A third gap is the limited quantification of the sovereign-bank nexus in the Financial Stability Reviews and stress tests, even though it remains a key vulnerability, as 55.5 percent of banking sector assets are concentrated in government securities and nearly 49 percent of FY25 government revenue went to interest payments (Chart 3).8 This concentration exposes banks to both market and credit risk in a fiscally constrained environment. However, deeper analysis of this nexus can be politically sensitive, as it touches on fiscal sustainability and may be viewed as the central bank commenting on fiscal policy. As such, while systemically important, a fuller assessment may be more suitable for internal surveillance than for public reporting.
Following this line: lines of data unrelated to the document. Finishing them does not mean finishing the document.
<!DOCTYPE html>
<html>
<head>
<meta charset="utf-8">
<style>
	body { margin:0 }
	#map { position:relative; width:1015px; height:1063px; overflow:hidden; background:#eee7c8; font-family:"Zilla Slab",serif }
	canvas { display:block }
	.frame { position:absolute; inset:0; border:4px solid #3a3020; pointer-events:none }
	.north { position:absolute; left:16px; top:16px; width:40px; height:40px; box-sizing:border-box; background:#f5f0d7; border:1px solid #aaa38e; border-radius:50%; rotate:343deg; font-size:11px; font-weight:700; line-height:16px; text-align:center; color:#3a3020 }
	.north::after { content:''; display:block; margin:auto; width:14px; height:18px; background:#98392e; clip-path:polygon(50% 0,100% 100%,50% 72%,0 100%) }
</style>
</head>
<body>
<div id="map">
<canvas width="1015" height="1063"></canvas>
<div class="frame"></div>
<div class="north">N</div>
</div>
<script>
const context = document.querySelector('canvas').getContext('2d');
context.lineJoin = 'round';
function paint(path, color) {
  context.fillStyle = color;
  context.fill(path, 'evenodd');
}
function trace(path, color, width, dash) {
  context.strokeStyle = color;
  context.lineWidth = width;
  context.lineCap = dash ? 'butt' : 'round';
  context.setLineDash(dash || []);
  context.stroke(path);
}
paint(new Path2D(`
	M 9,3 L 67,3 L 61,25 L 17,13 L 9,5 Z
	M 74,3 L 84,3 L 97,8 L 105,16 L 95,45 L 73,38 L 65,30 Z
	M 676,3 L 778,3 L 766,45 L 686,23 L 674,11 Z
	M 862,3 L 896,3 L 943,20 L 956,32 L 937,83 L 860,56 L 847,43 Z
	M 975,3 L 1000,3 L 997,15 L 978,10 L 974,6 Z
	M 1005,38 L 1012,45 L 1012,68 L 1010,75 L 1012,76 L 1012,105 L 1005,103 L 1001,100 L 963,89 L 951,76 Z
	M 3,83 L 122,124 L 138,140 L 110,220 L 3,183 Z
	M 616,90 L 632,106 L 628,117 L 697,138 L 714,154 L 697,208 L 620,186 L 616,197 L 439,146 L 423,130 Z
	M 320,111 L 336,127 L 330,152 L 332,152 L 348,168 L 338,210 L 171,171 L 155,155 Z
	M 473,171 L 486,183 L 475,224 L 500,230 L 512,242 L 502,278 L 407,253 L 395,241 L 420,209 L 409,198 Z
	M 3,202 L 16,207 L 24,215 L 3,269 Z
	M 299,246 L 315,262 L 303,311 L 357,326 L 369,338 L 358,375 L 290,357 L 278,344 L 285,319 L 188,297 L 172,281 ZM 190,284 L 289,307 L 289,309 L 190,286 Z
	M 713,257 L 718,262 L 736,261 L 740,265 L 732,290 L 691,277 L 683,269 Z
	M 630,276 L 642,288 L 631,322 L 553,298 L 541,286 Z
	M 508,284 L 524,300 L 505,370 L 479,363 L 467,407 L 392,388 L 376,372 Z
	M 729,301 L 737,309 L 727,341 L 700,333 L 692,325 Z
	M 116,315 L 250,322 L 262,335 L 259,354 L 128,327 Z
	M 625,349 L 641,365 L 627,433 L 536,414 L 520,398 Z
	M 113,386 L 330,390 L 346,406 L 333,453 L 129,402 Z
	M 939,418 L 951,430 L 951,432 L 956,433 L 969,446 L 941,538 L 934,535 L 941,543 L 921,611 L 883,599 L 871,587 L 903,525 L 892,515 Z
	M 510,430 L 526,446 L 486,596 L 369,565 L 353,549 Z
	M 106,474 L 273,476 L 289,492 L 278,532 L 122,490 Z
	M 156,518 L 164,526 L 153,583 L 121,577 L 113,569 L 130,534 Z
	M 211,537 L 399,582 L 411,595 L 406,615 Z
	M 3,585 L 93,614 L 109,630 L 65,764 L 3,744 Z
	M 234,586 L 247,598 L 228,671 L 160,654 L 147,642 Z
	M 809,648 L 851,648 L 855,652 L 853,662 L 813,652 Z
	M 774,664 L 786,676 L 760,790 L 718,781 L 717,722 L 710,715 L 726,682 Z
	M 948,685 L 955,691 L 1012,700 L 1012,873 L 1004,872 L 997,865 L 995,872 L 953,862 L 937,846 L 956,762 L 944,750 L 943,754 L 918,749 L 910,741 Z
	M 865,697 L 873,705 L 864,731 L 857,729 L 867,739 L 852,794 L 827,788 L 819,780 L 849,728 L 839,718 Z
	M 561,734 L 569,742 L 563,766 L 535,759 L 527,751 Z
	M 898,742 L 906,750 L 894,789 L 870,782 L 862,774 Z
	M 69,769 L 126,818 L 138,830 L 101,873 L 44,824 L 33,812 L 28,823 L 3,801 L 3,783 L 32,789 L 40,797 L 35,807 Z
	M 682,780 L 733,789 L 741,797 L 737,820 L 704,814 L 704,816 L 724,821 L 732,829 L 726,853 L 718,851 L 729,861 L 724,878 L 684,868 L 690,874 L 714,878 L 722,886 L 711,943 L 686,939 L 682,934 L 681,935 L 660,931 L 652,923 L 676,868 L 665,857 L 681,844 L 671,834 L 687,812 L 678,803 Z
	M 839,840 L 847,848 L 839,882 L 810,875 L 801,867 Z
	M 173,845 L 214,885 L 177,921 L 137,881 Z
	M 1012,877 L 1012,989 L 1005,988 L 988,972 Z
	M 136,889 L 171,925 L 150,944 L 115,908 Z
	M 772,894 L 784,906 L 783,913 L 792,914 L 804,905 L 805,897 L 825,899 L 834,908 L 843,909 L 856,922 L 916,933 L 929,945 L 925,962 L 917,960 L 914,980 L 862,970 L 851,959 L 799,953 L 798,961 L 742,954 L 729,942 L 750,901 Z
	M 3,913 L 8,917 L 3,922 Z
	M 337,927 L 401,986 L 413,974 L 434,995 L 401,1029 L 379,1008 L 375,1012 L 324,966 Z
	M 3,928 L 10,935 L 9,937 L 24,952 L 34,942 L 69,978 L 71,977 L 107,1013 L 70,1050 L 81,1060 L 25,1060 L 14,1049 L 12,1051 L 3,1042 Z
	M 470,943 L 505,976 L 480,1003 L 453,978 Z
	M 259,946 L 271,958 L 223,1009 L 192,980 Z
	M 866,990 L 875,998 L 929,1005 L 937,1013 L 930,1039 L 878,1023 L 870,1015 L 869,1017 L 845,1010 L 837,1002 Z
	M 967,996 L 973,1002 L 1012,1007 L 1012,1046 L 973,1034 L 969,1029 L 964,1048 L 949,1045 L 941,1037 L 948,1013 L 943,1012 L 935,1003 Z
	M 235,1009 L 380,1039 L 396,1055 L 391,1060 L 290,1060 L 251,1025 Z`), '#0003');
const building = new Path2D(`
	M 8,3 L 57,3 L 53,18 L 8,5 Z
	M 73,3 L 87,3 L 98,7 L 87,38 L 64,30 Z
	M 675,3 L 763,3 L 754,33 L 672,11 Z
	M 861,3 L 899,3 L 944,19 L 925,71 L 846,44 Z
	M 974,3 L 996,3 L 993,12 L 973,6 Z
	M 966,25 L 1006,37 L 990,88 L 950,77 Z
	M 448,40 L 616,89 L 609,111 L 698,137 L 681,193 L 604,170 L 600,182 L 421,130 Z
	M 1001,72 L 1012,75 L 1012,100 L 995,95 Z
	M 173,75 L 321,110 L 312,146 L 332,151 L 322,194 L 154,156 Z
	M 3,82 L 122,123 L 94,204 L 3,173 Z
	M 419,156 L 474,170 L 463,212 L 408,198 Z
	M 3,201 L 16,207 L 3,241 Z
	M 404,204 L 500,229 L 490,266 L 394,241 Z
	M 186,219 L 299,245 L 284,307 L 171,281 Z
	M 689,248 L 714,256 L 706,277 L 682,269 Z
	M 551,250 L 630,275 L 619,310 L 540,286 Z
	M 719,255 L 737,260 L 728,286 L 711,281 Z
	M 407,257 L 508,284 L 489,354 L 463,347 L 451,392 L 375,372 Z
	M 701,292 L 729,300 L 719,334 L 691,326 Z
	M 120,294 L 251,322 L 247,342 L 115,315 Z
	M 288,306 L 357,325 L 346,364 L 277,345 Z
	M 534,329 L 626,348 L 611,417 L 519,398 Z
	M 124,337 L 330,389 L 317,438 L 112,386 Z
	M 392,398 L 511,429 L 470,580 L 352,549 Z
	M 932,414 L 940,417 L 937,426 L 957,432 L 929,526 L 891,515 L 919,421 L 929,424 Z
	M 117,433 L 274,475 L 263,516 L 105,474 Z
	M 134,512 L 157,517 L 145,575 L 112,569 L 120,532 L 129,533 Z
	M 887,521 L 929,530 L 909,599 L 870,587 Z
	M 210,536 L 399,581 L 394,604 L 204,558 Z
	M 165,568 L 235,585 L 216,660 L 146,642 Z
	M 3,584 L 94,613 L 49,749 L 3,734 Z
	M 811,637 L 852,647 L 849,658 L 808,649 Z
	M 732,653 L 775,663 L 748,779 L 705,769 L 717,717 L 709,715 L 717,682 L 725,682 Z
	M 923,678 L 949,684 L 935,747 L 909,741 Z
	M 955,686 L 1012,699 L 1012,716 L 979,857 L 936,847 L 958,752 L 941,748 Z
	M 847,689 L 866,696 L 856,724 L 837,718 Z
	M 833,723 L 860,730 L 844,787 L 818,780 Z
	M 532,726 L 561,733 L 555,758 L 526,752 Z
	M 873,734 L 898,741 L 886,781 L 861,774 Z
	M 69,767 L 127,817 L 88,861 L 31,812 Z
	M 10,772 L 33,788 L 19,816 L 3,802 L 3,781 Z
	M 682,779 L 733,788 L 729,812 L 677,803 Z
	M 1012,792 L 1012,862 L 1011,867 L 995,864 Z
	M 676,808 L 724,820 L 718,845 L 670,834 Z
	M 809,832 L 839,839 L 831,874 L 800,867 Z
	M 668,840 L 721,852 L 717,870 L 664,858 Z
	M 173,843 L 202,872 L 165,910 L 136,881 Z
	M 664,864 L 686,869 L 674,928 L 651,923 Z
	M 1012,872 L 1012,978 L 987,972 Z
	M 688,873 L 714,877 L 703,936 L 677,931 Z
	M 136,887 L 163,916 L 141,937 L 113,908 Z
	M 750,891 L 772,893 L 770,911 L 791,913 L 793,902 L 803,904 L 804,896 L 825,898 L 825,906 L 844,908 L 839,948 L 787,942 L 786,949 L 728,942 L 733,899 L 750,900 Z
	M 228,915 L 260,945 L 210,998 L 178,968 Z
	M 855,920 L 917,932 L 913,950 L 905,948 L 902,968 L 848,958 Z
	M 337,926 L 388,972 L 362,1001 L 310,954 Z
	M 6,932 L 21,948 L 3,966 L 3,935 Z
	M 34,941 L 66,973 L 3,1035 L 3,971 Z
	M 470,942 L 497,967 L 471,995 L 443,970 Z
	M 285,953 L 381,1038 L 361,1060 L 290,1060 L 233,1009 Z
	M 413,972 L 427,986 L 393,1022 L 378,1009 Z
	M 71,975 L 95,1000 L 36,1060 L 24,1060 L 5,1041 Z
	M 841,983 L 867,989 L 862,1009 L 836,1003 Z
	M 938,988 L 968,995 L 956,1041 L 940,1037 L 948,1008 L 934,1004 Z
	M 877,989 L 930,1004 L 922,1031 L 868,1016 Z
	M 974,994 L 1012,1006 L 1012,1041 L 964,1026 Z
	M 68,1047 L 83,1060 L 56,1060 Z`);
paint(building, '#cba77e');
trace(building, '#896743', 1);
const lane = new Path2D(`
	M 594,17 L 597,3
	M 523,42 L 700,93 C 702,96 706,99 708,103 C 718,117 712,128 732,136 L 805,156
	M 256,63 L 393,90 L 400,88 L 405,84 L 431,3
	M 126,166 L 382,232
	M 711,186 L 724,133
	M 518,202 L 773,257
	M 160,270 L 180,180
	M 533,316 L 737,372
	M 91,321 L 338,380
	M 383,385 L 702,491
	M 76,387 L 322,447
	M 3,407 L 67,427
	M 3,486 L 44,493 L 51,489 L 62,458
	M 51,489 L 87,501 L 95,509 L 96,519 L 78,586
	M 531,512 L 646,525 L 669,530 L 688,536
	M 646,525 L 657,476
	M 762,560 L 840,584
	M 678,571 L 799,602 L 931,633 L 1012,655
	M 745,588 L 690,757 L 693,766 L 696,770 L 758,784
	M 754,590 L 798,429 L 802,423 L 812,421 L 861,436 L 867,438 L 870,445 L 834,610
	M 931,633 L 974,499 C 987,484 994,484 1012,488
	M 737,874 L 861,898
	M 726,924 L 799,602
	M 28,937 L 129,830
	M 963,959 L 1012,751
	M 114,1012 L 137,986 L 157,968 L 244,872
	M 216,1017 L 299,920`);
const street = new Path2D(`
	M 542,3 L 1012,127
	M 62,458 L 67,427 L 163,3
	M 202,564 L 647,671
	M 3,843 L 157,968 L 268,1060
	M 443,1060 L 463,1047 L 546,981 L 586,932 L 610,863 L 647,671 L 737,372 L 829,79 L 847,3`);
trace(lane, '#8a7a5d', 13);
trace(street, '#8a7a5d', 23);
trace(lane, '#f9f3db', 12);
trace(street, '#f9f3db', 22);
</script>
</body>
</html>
Chart 3: Interest Payments to Total Revenue, Pakistan
Percent of total government revenue – FY2018 to FY2025

Fourth, the SBP's financial stability monitoring remains largely siloed across sectors. While the FSR provides detailed assessments of banks, non-bank financial institutions (NBFIs), microfinance institutions, and corporates, the SBP does not model cross-sector contagion or map interconnectedness across segments of the financial sector.9

Taken together, these gaps indicate that the SBP's monitoring approach remains better suited for documenting existing conditions than for anticipating future stress. By embedding forward-looking metrics, integrating sovereign risk and financial-sector cross-linkages, and adopting a more holistic assessment of risks, the SBP could move closer to the vulnerability-based frameworks advocated in recent literature. These reforms would help position Pakistan's financial stability architecture to respond more effectively to the evolving nature of systemic risk.

8 Source: SBP Financial Stability Review 2024.

9 The SBP can draw on the work of the IMF, Li and Zhang (2024), and Sydow et al. (2024) for modelling cross-sector contagion.